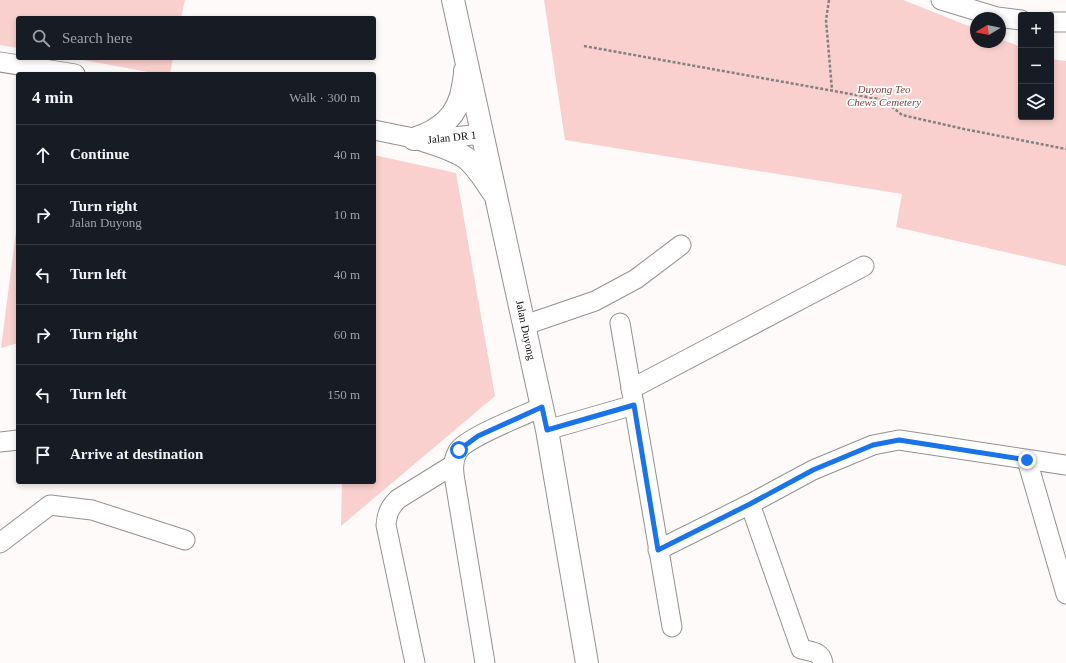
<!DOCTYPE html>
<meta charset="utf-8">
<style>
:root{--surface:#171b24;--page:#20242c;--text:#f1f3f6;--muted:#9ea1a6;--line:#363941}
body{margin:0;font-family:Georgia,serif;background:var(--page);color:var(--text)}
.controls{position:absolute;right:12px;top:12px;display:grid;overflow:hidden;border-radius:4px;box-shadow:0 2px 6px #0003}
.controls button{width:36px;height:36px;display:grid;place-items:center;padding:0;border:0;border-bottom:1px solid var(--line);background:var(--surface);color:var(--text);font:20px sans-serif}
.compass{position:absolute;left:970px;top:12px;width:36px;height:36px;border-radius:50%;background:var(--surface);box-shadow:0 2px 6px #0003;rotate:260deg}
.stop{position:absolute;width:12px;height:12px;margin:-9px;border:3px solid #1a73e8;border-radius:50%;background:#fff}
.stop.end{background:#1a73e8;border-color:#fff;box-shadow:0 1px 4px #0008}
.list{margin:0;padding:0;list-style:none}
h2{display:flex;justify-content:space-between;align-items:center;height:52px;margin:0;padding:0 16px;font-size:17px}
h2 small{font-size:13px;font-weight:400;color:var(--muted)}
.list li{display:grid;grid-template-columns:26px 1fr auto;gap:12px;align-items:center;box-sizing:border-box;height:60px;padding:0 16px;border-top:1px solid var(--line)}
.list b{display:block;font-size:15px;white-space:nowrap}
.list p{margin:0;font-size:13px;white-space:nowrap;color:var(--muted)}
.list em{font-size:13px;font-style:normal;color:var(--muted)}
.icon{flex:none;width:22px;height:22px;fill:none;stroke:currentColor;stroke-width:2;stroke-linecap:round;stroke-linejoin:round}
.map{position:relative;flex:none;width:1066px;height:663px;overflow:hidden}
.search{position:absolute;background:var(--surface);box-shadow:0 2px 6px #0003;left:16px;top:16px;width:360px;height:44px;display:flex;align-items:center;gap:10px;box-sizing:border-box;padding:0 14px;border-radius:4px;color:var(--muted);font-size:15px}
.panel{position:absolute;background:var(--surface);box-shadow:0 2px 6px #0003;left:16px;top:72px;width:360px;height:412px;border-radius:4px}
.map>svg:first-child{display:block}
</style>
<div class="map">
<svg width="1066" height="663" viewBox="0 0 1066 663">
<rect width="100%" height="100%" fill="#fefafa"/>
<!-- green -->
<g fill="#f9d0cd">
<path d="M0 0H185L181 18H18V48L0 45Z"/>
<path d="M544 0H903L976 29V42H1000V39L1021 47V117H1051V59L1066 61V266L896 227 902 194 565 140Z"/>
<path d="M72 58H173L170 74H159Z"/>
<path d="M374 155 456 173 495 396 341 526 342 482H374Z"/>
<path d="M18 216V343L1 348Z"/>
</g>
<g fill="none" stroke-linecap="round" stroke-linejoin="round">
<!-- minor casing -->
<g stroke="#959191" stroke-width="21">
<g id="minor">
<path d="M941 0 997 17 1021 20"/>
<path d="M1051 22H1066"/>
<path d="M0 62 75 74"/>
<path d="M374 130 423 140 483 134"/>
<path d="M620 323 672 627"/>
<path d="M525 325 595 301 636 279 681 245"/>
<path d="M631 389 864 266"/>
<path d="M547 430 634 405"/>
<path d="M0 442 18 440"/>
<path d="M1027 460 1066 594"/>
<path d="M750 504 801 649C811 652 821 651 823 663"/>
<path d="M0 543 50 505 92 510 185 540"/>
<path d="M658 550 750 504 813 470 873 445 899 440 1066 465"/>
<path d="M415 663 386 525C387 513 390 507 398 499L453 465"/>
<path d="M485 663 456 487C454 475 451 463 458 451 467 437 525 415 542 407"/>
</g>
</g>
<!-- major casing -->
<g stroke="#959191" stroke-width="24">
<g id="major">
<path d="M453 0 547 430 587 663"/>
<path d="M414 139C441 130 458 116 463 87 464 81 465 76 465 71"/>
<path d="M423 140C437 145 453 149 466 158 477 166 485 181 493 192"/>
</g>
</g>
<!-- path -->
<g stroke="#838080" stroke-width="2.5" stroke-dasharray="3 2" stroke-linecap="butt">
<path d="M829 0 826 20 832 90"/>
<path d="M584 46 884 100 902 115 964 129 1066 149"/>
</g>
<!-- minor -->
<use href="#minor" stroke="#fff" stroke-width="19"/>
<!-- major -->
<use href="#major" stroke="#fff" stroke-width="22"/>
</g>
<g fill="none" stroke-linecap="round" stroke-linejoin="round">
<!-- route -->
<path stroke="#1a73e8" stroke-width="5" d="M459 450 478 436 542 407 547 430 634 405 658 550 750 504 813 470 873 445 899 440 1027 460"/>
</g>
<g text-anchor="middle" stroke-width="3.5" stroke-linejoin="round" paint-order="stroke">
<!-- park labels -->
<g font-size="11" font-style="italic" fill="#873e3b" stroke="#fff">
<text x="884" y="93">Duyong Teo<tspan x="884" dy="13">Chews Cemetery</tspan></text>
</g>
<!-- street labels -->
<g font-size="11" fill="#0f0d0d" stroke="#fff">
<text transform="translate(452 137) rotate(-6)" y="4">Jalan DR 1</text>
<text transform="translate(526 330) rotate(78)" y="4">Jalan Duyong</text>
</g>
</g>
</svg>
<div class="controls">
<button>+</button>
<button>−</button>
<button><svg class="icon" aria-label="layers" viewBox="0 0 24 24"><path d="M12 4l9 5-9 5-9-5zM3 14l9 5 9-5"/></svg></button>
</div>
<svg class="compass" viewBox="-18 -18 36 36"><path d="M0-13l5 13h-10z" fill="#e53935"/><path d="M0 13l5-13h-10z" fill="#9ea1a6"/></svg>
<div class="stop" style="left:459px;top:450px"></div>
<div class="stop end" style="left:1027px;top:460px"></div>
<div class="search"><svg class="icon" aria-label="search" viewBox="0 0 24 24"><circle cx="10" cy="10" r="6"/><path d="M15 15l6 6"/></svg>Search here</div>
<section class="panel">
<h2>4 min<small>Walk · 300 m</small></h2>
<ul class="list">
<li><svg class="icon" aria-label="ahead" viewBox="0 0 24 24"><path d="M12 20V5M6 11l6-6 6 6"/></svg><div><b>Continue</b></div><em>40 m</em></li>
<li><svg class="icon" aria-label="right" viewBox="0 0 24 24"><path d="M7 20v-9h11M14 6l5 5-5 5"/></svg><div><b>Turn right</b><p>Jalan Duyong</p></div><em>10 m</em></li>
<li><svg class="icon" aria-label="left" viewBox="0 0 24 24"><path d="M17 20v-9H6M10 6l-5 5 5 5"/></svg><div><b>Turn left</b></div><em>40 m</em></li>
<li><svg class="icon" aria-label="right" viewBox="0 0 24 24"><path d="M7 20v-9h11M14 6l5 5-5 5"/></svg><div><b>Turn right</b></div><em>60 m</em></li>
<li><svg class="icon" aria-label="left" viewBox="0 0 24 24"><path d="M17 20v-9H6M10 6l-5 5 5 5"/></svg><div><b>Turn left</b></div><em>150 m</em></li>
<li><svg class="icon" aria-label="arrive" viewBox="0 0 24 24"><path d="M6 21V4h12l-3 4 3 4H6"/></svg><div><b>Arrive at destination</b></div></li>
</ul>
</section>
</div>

********************

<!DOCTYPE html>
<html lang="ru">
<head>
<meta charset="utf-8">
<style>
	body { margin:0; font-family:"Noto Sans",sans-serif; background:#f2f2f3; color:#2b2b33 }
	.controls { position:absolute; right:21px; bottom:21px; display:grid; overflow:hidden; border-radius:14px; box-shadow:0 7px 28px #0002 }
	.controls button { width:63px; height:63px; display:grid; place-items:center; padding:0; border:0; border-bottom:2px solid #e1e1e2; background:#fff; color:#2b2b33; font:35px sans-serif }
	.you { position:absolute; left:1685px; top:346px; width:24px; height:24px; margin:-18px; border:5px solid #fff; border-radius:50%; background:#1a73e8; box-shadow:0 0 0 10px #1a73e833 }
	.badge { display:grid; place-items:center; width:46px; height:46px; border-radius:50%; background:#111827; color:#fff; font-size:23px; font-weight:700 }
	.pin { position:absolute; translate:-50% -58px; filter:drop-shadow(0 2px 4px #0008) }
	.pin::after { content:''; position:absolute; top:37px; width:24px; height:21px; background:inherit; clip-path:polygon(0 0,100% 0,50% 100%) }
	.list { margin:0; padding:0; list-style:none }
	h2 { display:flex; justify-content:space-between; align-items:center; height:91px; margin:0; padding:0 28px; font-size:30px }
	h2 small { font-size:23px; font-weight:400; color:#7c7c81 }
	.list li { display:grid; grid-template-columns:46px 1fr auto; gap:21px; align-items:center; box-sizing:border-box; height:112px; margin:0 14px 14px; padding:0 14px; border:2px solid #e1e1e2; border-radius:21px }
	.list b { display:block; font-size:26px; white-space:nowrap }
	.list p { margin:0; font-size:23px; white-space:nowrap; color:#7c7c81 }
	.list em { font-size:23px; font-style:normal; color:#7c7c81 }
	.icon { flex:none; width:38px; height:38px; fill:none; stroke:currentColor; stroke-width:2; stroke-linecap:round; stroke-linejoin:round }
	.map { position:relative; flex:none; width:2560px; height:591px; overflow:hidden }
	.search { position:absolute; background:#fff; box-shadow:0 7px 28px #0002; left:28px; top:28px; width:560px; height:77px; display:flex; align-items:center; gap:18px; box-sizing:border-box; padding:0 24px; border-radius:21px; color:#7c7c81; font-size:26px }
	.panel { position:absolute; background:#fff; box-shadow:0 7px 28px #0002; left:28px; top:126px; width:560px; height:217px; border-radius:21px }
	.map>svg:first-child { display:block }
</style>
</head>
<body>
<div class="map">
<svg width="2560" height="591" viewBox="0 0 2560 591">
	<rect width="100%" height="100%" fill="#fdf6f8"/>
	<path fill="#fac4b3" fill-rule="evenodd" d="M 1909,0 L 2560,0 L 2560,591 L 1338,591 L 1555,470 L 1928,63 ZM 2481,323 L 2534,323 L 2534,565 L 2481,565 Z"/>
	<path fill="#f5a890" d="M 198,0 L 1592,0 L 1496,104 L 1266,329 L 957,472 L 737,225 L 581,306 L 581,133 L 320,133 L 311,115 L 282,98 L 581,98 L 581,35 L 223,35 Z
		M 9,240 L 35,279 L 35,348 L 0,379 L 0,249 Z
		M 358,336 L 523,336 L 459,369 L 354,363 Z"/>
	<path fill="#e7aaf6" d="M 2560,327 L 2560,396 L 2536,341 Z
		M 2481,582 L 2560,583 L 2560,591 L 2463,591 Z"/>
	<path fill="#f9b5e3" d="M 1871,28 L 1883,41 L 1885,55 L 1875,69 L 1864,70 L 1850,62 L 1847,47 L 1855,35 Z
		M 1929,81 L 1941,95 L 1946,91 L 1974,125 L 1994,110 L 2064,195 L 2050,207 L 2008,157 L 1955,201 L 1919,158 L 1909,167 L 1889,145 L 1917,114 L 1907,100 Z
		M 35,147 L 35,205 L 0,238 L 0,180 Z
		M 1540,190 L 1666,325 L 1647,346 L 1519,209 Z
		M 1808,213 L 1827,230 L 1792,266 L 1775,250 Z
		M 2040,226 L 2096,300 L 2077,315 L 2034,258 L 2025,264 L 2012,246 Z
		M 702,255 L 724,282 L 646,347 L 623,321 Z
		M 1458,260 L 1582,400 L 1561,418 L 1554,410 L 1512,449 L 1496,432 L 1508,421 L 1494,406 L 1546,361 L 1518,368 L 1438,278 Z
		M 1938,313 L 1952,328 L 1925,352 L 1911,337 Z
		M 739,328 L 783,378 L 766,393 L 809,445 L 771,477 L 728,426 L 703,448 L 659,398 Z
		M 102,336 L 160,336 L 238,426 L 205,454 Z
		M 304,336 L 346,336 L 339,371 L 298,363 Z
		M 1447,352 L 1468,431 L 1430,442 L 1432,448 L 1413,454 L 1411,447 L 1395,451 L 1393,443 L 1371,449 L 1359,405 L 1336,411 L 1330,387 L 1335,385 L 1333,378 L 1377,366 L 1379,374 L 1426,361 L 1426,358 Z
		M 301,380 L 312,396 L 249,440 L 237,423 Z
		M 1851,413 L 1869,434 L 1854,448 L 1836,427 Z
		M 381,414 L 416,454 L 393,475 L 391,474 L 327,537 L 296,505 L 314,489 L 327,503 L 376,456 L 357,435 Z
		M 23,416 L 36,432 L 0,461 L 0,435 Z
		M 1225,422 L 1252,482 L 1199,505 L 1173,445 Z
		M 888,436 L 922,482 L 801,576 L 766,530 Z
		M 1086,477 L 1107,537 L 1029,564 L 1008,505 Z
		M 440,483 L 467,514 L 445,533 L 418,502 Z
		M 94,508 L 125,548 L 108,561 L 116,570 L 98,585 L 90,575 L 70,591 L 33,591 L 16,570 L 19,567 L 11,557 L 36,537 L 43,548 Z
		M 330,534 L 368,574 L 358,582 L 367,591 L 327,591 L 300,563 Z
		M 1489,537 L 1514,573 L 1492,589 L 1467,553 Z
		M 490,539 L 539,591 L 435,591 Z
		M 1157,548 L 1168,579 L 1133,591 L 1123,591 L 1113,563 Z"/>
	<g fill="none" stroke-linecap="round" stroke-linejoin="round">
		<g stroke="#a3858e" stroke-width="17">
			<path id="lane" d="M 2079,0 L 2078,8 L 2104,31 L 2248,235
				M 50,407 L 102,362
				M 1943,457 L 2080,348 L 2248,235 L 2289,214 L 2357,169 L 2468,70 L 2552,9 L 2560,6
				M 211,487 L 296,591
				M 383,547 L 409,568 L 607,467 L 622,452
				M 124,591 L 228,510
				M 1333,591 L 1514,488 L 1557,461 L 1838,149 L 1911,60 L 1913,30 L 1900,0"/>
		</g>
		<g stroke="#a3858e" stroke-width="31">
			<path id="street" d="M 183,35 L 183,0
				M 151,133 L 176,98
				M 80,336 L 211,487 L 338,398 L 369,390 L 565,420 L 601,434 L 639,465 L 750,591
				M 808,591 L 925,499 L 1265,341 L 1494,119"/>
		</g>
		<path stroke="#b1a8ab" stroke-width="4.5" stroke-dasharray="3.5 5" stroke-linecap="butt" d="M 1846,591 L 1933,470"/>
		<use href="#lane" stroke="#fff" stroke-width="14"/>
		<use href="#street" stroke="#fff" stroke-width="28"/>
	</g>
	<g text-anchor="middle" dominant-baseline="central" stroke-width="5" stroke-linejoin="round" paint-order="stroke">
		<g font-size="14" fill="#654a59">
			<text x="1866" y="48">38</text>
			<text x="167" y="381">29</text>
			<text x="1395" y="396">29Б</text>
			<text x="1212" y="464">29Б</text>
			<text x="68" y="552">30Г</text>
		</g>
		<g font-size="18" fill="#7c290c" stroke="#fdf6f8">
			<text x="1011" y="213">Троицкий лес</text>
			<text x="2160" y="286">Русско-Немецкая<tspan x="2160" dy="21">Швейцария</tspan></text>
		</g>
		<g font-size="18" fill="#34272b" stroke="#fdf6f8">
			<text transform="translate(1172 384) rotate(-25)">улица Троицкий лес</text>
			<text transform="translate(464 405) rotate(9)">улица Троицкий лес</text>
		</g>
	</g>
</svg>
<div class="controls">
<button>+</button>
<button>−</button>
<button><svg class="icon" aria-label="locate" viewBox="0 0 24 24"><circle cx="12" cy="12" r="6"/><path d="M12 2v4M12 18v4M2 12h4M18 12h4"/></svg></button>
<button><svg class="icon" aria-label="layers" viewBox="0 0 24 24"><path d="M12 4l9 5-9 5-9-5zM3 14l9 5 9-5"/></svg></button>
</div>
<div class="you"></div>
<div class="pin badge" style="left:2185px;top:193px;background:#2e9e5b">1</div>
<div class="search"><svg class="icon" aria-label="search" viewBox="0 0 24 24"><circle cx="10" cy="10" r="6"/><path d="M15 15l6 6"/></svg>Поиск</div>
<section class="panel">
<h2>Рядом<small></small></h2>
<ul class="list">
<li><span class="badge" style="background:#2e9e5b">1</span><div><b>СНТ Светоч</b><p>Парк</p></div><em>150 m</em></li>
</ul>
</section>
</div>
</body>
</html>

********************

WHAT YOU SHOULD DO = What you return should be exactly the lines above, starting at the one with "display:flex; justify-content:space-between; align-items:center;" and ending at the one with "L 1855,35 Z", and nothing else.

EXPECTED ANSWER =
	h2 { display:flex; justify-content:space-between; align-items:center; height:91px; margin:0; padding:0 28px; font-size:30px }
	h2 small { font-size:23px; font-weight:400; color:#7c7c81 }
	.list li { display:grid; grid-template-columns:46px 1fr auto; gap:21px; align-items:center; box-sizing:border-box; height:112px; margin:0 14px 14px; padding:0 14px; border:2px solid #e1e1e2; border-radius:21px }
	.list b { display:block; font-size:26px; white-space:nowrap }
	.list p { margin:0; font-size:23px; white-space:nowrap; color:#7c7c81 }
	.list em { font-size:23px; font-style:normal; color:#7c7c81 }
	.icon { flex:none; width:38px; height:38px; fill:none; stroke:currentColor; stroke-width:2; stroke-linecap:round; stroke-linejoin:round }
	.map { position:relative; flex:none; width:2560px; height:591px; overflow:hidden }
	.search { position:absolute; background:#fff; box-shadow:0 7px 28px #0002; left:28px; top:28px; width:560px; height:77px; display:flex; align-items:center; gap:18px; box-sizing:border-box; padding:0 24px; border-radius:21px; color:#7c7c81; font-size:26px }
	.panel { position:absolute; background:#fff; box-shadow:0 7px 28px #0002; left:28px; top:126px; width:560px; height:217px; border-radius:21px }
	.map>svg:first-child { display:block }
</style>
</head>
<body>
<div class="map">
<svg width="2560" height="591" viewBox="0 0 2560 591">
	<rect width="100%" height="100%" fill="#fdf6f8"/>
	<path fill="#fac4b3" fill-rule="evenodd" d="M 1909,0 L 2560,0 L 2560,591 L 1338,591 L 1555,470 L 1928,63 ZM 2481,323 L 2534,323 L 2534,565 L 2481,565 Z"/>
	<path fill="#f5a890" d="M 198,0 L 1592,0 L 1496,104 L 1266,329 L 957,472 L 737,225 L 581,306 L 581,133 L 320,133 L 311,115 L 282,98 L 581,98 L 581,35 L 223,35 Z
		M 9,240 L 35,279 L 35,348 L 0,379 L 0,249 Z
		M 358,336 L 523,336 L 459,369 L 354,363 Z"/>
	<path fill="#e7aaf6" d="M 2560,327 L 2560,396 L 2536,341 Z
		M 2481,582 L 2560,583 L 2560,591 L 2463,591 Z"/>
	<path fill="#f9b5e3" d="M 1871,28 L 1883,41 L 1885,55 L 1875,69 L 1864,70 L 1850,62 L 1847,47 L 1855,35 Z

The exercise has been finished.